Quality priorities

What are our quality priority programmes?

The quality priority programmes for 2024/25 are initiatives established by the Trust to improve various aspects of healthcare delivery. These programmes focus on four key areas:

  • Patient safety
  • Patient experience
  • Clinical effectiveness
  • Addressing health inequalities

These programmes were identified through a thorough review of improvement opportunities and data sources, including GIRFT (getting it right first time), the model hospital, claims, complaints, incidents and national audit data. Each programme is aligned with a specific division within the Trust for implementation, with progress monitored quarterly.

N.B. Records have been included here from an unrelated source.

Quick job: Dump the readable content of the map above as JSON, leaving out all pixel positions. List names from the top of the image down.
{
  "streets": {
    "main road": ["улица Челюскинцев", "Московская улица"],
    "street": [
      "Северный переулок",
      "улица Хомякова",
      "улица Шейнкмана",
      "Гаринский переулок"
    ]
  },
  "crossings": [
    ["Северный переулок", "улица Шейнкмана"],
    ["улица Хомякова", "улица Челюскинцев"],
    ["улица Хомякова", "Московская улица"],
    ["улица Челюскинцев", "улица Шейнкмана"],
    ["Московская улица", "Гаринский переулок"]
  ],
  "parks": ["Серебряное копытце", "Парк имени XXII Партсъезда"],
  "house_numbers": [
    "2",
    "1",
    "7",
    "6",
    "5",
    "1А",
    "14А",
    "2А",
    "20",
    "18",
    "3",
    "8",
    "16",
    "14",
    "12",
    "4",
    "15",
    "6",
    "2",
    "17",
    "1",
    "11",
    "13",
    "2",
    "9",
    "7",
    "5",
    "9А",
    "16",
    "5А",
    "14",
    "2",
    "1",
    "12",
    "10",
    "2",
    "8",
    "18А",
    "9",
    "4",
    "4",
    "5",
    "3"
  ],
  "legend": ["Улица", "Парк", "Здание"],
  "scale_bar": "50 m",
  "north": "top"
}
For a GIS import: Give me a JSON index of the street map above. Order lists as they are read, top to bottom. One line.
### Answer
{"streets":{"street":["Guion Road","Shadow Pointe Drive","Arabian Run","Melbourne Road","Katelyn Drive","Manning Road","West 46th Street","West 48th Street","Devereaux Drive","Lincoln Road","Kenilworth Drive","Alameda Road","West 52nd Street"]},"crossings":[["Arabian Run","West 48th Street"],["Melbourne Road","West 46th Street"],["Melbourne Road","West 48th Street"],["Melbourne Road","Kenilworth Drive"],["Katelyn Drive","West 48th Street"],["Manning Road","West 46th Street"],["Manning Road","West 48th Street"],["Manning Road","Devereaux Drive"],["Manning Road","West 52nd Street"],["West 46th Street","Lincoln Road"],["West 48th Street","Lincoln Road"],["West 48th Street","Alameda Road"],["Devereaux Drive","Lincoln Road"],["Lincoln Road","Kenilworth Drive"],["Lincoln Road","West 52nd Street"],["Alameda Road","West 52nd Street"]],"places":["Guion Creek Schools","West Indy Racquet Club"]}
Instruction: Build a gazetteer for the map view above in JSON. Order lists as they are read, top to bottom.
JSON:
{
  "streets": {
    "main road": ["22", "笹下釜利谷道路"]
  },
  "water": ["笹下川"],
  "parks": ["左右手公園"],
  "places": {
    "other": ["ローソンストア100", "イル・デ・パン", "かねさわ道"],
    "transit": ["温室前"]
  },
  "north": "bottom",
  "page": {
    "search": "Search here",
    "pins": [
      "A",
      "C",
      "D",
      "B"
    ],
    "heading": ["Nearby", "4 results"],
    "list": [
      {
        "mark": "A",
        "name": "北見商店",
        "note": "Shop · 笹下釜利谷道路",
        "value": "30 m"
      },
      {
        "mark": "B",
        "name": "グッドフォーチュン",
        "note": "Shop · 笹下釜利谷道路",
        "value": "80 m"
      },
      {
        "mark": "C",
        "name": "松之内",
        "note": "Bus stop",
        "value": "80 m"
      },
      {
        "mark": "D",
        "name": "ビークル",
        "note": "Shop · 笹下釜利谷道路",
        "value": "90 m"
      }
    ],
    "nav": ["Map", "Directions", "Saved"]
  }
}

1. Deteriorating patient (PEWS & Call 4 Concern)

Aim

Establish a 24/7 contact number and process for raising concerns about patient deterioration. Ensure 95% of patients are reviewed within one hour of Call 4 Concern referral.

Measures

  • All adult patients, their families, carers and advocates have 24/7 access for rapid review if concerned about the patient’s condition
  • 95% review within one hour of Call 4 Concern

Priority 2: Tobacco and smoking reduction

Aim

Expand tobacco dependency treatment to inpatients and staff. Update and implement the NHS smoke-free policy.

Measures

  • 75% of inpatients to have smoking status recorded
  • 100% of known inpatient smokers to be referred for treatment
  • 100% of known inpatient smokers to receive very brief advice (VBA) and offered nicotine replacement therapy (NRT)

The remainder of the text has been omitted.